-- Records follows --
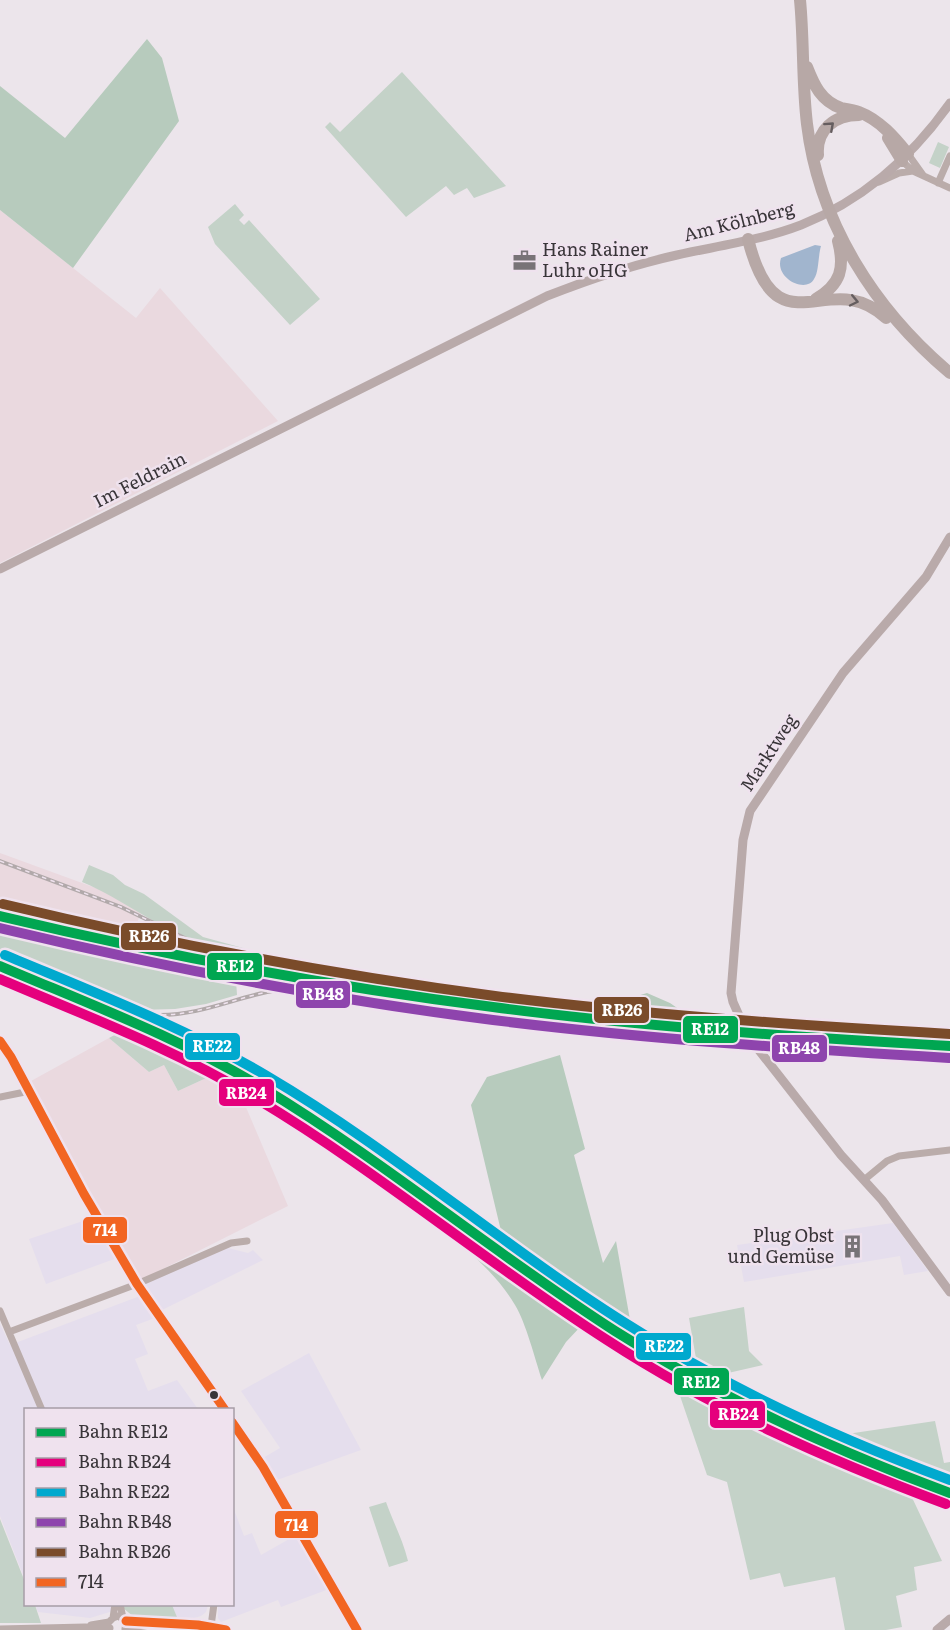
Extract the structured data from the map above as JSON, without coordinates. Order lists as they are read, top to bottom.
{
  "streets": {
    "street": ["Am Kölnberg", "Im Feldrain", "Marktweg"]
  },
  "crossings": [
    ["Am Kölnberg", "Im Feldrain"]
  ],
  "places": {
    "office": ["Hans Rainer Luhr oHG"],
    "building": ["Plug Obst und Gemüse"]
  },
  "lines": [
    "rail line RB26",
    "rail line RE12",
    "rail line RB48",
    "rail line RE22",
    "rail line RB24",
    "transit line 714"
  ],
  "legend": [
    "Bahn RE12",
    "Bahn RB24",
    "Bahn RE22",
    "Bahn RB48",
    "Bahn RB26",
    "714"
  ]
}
-- Records concluded --
▸ **Assignment**
Give the data again exactly as it appears, but without any images.

▸ **Result of the task**
Extract the structured data from the map above as JSON, without coordinates. Order lists as they are read, top to bottom.
{
  "streets": {
    "street": ["Am Kölnberg", "Im Feldrain", "Marktweg"]
  },
  "crossings": [
    ["Am Kölnberg", "Im Feldrain"]
  ],
  "places": {
    "office": ["Hans Rainer Luhr oHG"],
    "building": ["Plug Obst und Gemüse"]
  },
  "lines": [
    "rail line RB26",
    "rail line RE12",
    "rail line RB48",
    "rail line RE22",
    "rail line RB24",
    "transit line 714"
  ],
  "legend": [
    "Bahn RE12",
    "Bahn RB24",
    "Bahn RE22",
    "Bahn RB48",
    "Bahn RB26",
    "714"
  ]
}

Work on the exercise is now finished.